やがて家督を継ぐと、故郷の井伊谷に居館を構えて「井伊共保」と称し、器量人に優れたと言われます。

幕末の大老・井伊直弼が、この地を訪れた際に詠んだ和歌が刻まれていました。

わきいづる岩井の水の底清み くもりなき世の影ぞみえつつ という歌です。

今も昔も、井伊家にゆかりがある彦根との交流はあったのですね。

龍潭寺の駐車場近くには土産物屋があって、すでに直虎グッズで盛り上がっていたようでした。

まだ大河ドラマは放映されていませんでしたが、『歴史秘話ヒストリア』で直虎を取り上げた「それでも、私は前を向く~おんな城主・井伊直虎~」が、ずっと店内で流れていました。
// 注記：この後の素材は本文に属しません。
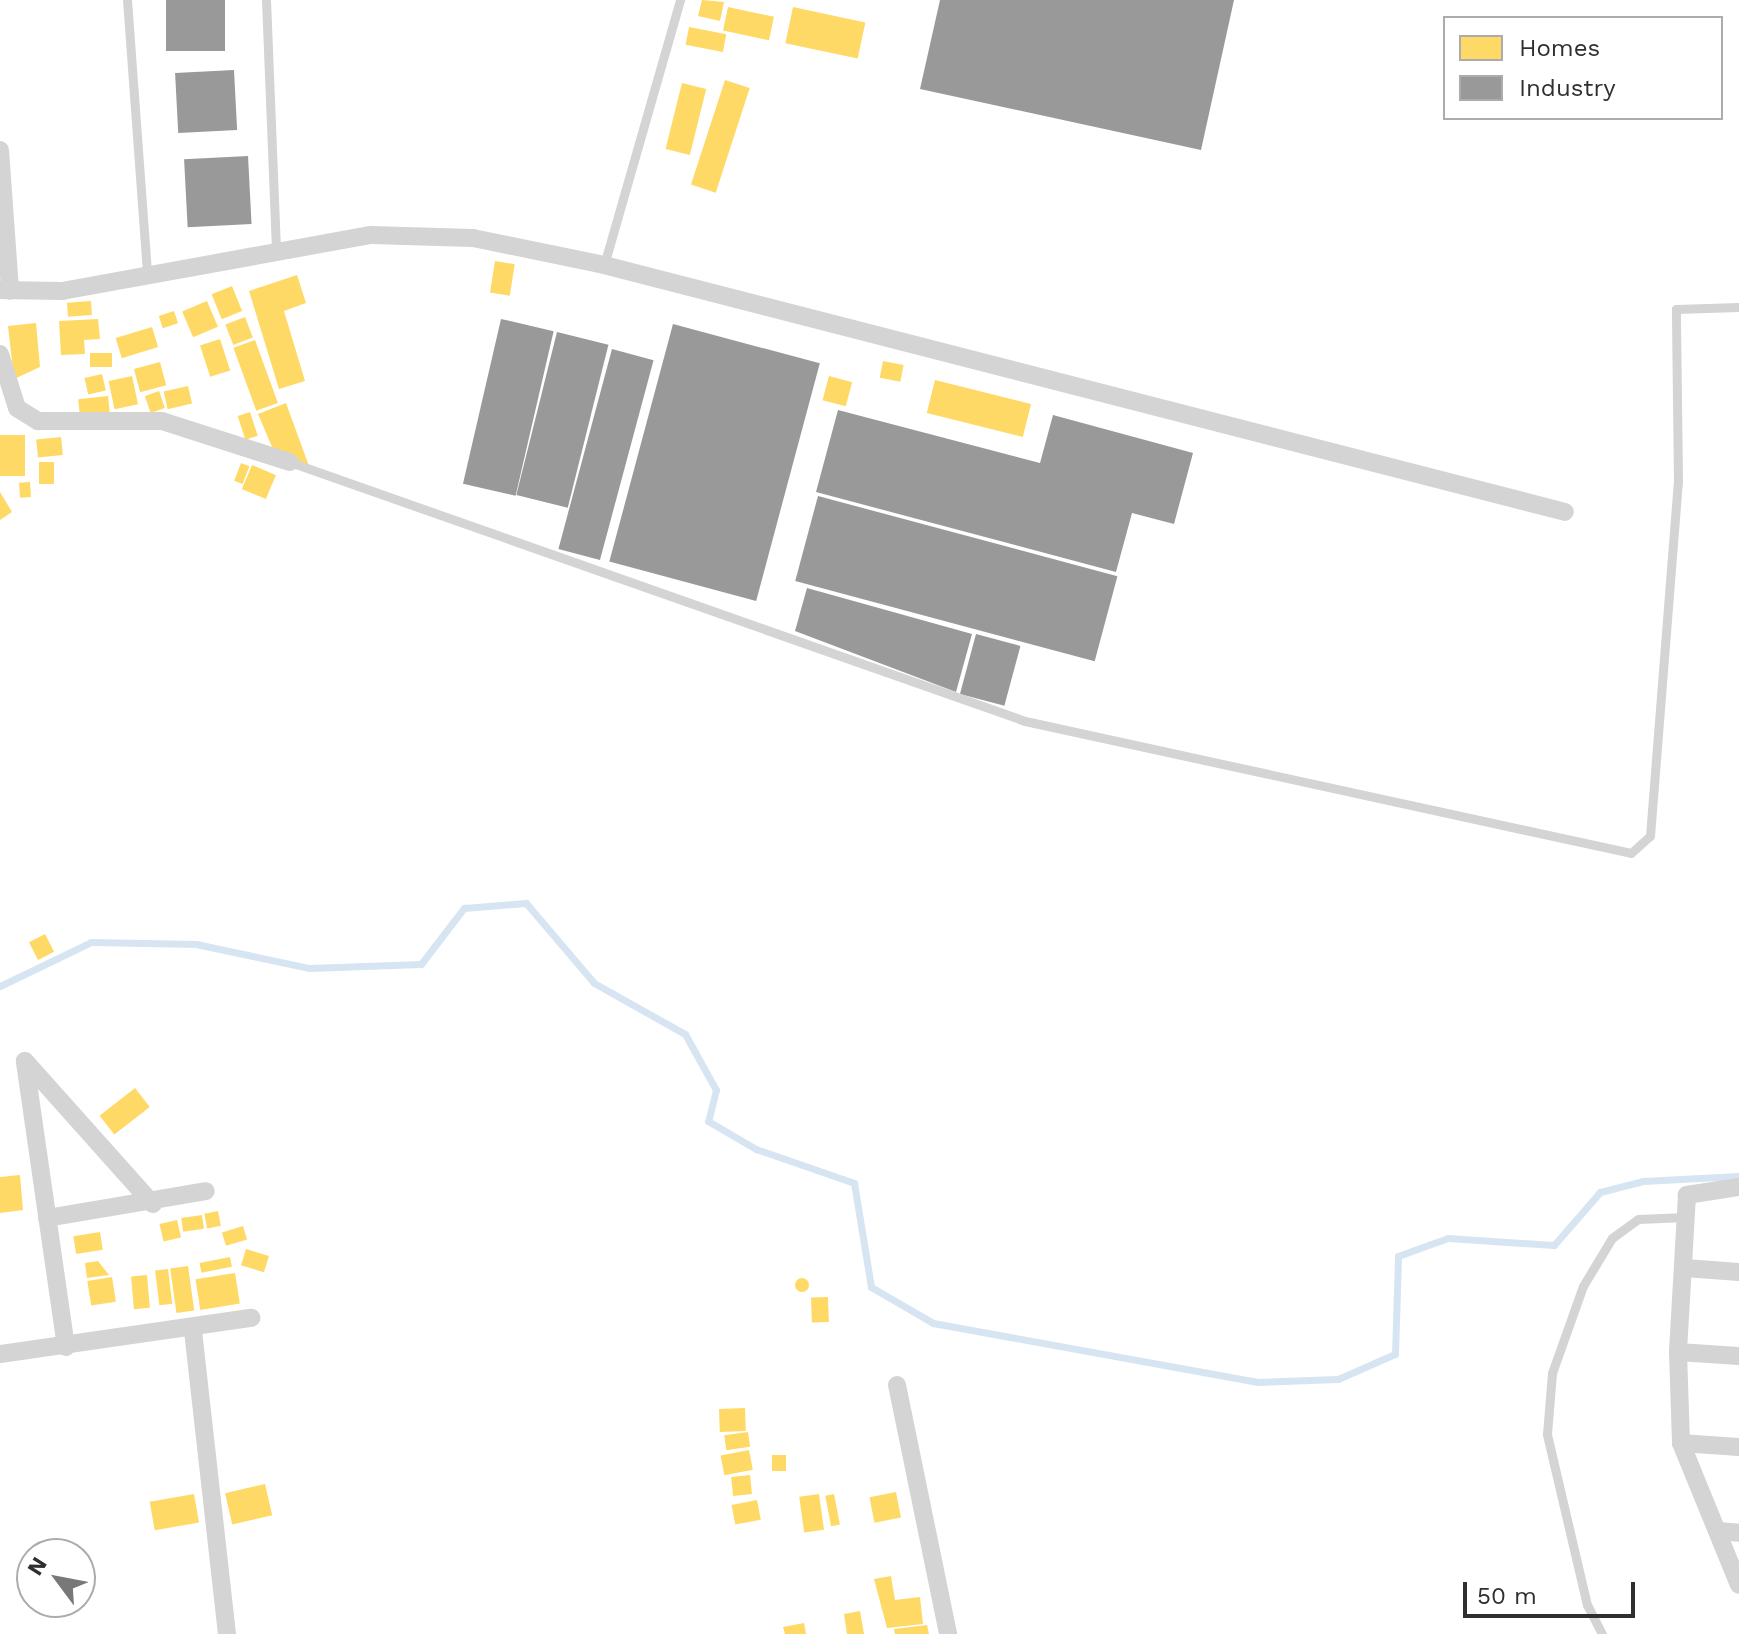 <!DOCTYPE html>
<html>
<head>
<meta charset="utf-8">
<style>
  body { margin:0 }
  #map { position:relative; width:1739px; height:1634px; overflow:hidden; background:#fff; font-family:"Work Sans",sans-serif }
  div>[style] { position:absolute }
  .homes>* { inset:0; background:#ffd966; transform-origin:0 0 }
  .round { border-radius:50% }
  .industry>* { inset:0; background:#999; transform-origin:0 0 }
  .stream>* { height:7px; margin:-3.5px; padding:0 3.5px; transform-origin:3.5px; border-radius:3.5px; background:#d7e5f3 }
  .service>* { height:9px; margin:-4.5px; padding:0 4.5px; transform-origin:4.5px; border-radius:4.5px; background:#d4d4d4 }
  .minor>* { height:18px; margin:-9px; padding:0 9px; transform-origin:9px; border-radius:9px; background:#d4d4d4 }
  span { translate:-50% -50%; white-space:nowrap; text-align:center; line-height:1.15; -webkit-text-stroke:8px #fff; paint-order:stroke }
  .legend { position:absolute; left:1443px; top:16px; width:280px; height:104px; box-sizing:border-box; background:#fff; border:2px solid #acacac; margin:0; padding:10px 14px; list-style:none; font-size:24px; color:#2f2f2f }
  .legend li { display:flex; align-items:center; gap:16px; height:40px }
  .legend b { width:40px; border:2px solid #acacac }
  .north { position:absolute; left:16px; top:1538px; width:80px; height:80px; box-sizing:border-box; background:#fff; border:2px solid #acacac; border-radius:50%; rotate:302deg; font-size:22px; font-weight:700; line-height:32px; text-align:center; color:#2f2f2f }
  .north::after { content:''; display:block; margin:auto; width:28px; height:36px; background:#787878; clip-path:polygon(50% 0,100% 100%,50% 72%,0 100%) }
  .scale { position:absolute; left:1463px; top:1582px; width:172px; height:36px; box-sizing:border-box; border:4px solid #2f2f2f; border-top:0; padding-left:10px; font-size:24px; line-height:28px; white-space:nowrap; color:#2f2f2f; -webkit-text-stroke:6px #fff; paint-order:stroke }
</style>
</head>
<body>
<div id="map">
  <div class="homes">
    <i style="clip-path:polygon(702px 0,724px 2px,720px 21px,698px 16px)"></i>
    <i style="left:728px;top:7px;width:47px;height:24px;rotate:12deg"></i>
    <i style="left:793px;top:7px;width:74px;height:37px;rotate:12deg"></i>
    <i style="left:689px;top:27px;width:38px;height:18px;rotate:11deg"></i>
    <i style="left:725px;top:80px;width:26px;height:110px;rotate:18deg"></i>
    <i style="left:682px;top:83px;width:25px;height:68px;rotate:14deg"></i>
    <i style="left:495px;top:261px;width:20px;height:32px;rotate:9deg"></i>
    <i style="clip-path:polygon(297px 275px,306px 303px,284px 311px,305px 381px,279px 389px,249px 291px)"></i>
    <i style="left:232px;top:286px;width:27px;height:22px;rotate:68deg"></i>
    <i style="left:91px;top:301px;width:14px;height:24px;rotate:86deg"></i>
    <i style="left:207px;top:301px;width:28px;height:27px;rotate:67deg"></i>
    <i style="left:174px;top:311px;width:13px;height:16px;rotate:72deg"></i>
    <i style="left:245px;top:317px;width:22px;height:21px;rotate:69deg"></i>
    <i style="clip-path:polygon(98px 319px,100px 339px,84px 340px,85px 354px,61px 355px,59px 321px)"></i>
    <i style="clip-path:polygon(36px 323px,40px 367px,14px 379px,8px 326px)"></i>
    <i style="left:152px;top:327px;width:21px;height:38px;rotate:73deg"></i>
    <i style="left:220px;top:339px;width:33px;height:21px;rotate:72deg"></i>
    <i style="left:255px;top:340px;width:67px;height:23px;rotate:70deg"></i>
    <i style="left:90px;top:353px;width:22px;height:14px"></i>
    <i style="left:883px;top:361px;width:21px;height:17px;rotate:11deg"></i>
    <i style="left:160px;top:362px;width:24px;height:27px;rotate:75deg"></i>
    <i style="left:102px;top:374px;width:17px;height:18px;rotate:77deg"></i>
    <i style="left:132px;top:376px;width:29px;height:24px;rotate:78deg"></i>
    <i style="left:829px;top:376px;width:24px;height:25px;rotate:15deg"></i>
    <i style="left:935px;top:380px;width:99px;height:34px;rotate:14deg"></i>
    <i style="left:188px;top:386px;width:18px;height:25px;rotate:77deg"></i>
    <i style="left:159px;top:391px;width:18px;height:15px;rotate:71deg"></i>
    <i style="left:108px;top:396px;width:19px;height:30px;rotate:84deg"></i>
    <i style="clip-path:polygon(286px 403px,309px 466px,275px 454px,258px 414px)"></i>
    <i style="left:250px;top:412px;width:25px;height:13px;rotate:72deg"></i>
    <i style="left:0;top:435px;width:25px;height:41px"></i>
    <i style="left:61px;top:437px;width:18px;height:25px;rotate:84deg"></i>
    <i style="left:39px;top:462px;width:15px;height:22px"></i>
    <i style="left:241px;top:463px;width:9px;height:19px;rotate:21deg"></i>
    <i style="left:252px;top:465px;width:26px;height:26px;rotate:23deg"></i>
    <i style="left:30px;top:482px;width:15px;height:11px;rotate:86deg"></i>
    <i style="clip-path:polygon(0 492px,12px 512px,0 520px)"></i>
    <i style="left:45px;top:934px;width:20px;height:18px;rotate:63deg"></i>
    <i style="left:135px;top:1088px;width:24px;height:45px;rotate:52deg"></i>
    <i style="clip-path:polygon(20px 1175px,23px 1210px,0 1213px,0 1177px)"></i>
    <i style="left:218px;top:1211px;width:15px;height:14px;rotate:79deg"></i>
    <i style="left:202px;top:1215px;width:14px;height:21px;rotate:82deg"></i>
    <i style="left:177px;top:1220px;width:18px;height:18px;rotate:77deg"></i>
    <i style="left:243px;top:1226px;width:14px;height:22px;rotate:73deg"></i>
    <i style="left:100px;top:1232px;width:18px;height:27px;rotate:81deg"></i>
    <i style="left:246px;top:1249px;width:24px;height:17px;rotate:17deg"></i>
    <i style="left:230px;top:1257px;width:10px;height:31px;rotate:79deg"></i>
    <i style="clip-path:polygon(98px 1261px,109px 1275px,87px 1278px,85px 1263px)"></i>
    <i style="left:188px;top:1266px;width:45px;height:18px;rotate:82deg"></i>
    <i style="left:168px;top:1269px;width:35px;height:13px;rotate:83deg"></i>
    <i style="left:235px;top:1273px;width:31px;height:40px;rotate:81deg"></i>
    <i style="left:147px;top:1275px;width:33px;height:16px;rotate:85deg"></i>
    <i style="left:112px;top:1277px;width:25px;height:25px;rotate:81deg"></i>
    <i class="round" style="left:795px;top:1278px;width:14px;height:14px"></i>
    <i style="left:828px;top:1297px;width:25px;height:17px;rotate:88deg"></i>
    <i style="left:745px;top:1408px;width:23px;height:26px;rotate:88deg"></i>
    <i style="left:748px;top:1432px;width:15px;height:24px;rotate:82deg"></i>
    <i style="left:749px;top:1450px;width:20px;height:29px;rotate:79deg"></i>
    <i style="left:772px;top:1455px;width:14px;height:16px"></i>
    <i style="left:750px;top:1475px;width:19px;height:19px;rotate:84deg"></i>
    <i style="left:265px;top:1484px;width:32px;height:41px;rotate:77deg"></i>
    <i style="left:896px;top:1492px;width:26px;height:27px;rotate:79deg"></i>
    <i style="left:194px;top:1494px;width:29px;height:45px;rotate:80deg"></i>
    <i style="left:819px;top:1494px;width:36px;height:20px;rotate:82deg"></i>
    <i style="left:834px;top:1494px;width:31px;height:9px;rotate:79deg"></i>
    <i style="left:757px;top:1500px;width:20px;height:26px;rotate:79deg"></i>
    <i style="clip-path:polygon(891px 1576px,895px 1600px,920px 1597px,923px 1624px,887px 1628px,874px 1579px)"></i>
    <i style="clip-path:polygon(860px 1611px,864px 1634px,847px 1634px,844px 1614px)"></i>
    <i style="clip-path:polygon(804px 1623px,806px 1634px,785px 1634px,783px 1627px)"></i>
    <i style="clip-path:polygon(927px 1625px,929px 1634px,895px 1634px,894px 1629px)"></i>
  </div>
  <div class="industry">
    <i style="left:166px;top:0;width:59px;height:51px"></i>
    <i style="clip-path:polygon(940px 0,1234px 0,1201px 150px,920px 89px)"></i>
    <i style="left:234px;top:70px;width:60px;height:59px;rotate:87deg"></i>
    <i style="left:248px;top:156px;width:68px;height:64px;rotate:87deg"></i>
    <i style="left:501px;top:319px;width:54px;height:169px;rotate:13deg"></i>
    <i style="left:673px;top:324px;width:152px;height:246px;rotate:15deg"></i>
    <i style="left:557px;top:332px;width:53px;height:168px;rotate:14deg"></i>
    <i style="left:612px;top:349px;width:43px;height:207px;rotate:15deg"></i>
    <i style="clip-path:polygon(838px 410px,1040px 463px,1053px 415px,1193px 453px,1174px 524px,1132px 513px,1116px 572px,816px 492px)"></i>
    <i style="left:818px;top:496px;width:310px;height:88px;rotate:15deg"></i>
    <i style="clip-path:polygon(807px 588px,972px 634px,956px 692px,795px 631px)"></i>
    <i style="left:976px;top:634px;width:46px;height:62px;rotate:15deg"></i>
  </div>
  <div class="stream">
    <i style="left:0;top:986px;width:101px;rotate:-25.8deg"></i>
    <i style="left:91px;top:942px;width:105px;rotate:1.1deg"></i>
    <i style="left:196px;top:944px;width:116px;rotate:12deg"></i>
    <i style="left:309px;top:968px;width:112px;rotate:-2deg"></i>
    <i style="left:421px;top:964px;width:71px;rotate:-52.5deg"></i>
    <i style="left:464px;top:908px;width:62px;rotate:-4.6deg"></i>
    <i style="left:526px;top:903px;width:105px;rotate:49.6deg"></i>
    <i style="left:594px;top:983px;width:104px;rotate:29.3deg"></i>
    <i style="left:685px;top:1034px;width:64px;rotate:61deg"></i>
    <i style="left:716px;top:1090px;width:32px;rotate:104deg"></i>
    <i style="left:708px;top:1121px;width:56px;rotate:30.3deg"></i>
    <i style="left:756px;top:1149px;width:104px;rotate:19.1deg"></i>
    <i style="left:854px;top:1183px;width:105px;rotate:80.7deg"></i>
    <i style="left:871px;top:1287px;width:72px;rotate:30.1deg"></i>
    <i style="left:933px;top:1323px;width:330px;rotate:10.3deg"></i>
    <i style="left:1258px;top:1382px;width:80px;rotate:-2.1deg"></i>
    <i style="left:1338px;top:1379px;width:62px;rotate:-23.7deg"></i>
    <i style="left:1395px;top:1354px;width:98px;rotate:-88.2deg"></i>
    <i style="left:1398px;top:1256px;width:53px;rotate:-19.8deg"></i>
    <i style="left:1448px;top:1238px;width:106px;rotate:3.8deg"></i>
    <i style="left:1554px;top:1245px;width:70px;rotate:-49deg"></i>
    <i style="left:1600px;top:1192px;width:44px;rotate:-14.3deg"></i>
    <i style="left:1643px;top:1181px;width:96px;rotate:-3deg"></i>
  </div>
  <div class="service">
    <i style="left:127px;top:0;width:276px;rotate:85.8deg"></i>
    <i style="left:266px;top:0;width:248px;rotate:87.7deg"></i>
    <i style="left:604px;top:265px;width:276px;rotate:-74deg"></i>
    <i style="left:290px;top:462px;width:779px;rotate:19.41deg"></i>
    <i style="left:1025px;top:721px;width:620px;rotate:12.29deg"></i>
    <i style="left:1631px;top:853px;width:25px;rotate:-42deg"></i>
    <i style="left:1650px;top:836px;width:355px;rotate:-85.5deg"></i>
    <i style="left:1678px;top:482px;width:173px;rotate:-90.7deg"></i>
    <i style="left:1676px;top:309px;width:63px;rotate:-1.8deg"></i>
    <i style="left:1602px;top:1634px;width:33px;rotate:-117deg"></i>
    <i style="left:1587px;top:1605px;width:176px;rotate:-103.2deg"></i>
    <i style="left:1547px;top:1434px;width:61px;rotate:-85.3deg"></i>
    <i style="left:1552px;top:1373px;width:92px;rotate:-70.4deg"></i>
    <i style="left:1583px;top:1286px;width:56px;rotate:-58.9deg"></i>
    <i style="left:1612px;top:1238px;width:32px;rotate:-36deg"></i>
    <i style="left:1638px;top:1219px;width:48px;rotate:-2.4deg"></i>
  </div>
  <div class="minor">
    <i style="left:0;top:150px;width:141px;rotate:85.9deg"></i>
    <i style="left:0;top:290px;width:62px;rotate:0.9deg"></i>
    <i style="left:62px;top:291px;width:314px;rotate:-10.3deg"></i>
    <i style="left:371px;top:235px;width:102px;rotate:1.7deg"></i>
    <i style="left:473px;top:238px;width:134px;rotate:11.6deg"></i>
    <i style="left:604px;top:265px;width:992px;rotate:14.41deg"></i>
    <i style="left:0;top:354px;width:57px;rotate:72.5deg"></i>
    <i style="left:17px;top:408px;width:25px;rotate:32deg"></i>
    <i style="left:38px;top:421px;width:124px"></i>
    <i style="left:162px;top:421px;width:134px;rotate:17.8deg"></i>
    <i style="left:1739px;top:1187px;width:53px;rotate:171.3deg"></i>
    <i style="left:1687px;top:1195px;width:157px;rotate:93.3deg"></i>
    <i style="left:1678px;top:1352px;width:91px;rotate:88.1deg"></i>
    <i style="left:1681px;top:1443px;width:153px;rotate:67.8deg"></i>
    <i style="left:47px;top:1218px;width:161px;rotate:-9.6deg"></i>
    <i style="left:1685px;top:1268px;width:54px;rotate:4.2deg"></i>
    <i style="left:193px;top:1331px;width:305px;rotate:83.6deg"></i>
    <i style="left:66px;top:1347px;width:289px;rotate:-98.2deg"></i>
    <i style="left:25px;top:1061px;width:192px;rotate:48.2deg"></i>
    <i style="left:1678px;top:1352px;width:61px;rotate:3.8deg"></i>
    <i style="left:0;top:1354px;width:254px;rotate:-8.2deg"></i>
    <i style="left:897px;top:1385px;width:254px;rotate:78.4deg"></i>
    <i style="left:1681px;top:1443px;width:58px;rotate:3.9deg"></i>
    <i style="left:1718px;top:1531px;width:21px;rotate:5deg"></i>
  </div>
  <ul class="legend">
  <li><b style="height:22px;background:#ffd966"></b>Homes</li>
  <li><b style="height:22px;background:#999"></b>Industry</li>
  </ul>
  <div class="north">N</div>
  <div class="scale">50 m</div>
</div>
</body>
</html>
『八重の桜』の時も感じましたが、『ヒストリア』で取り上げられる人物が、やがて大河の主人公になる場合があるのでしょうか。

井殿(いどの)の塚

龍潭寺を出たタクシーは、井伊谷城や井伊家の居館を目指して北上します。

多分この山の上が、井伊谷の城があった場所。

ちゃんと城跡への道案内も表示されていますが、私達は時間の関係で城跡には行かず、井伊家居館跡にある「井殿の塚」を目指しました。

1544年、井伊亀之丞の父・井伊直満と弟の直義(ドラマには出てきません)は、今川家に謀反を企んでいると、井伊家家老の小野政直(鶴丸の父)に讒言されました。

井伊直満・直義兄弟は申し開きのため駿府に召喚され、そこで今川義元の命令によって誅殺されてしまいます。

事件の後、井伊家居館の一画に供養のための塚を築き、1本の木を植えました。

それが「井殿の塚」です。

ここも幕末に井伊直弼が訪れており、墓所に礼拝して石垣の寄進を行ったと記されています。

井伊直弼は、安政の大獄で多くの人々を弾圧したため悪者扱いされていますが、井伊家の祖先を大切にする優しい人でもあったのでした。

ちなみに、井殿の塚から少し離れたところに、小野政次供養塔があります。

私達が訪れた時には全く分かりませんでしたが、今はグーグルマップにちゃんと載っていました。

大河ドラマの力、恐るべしです。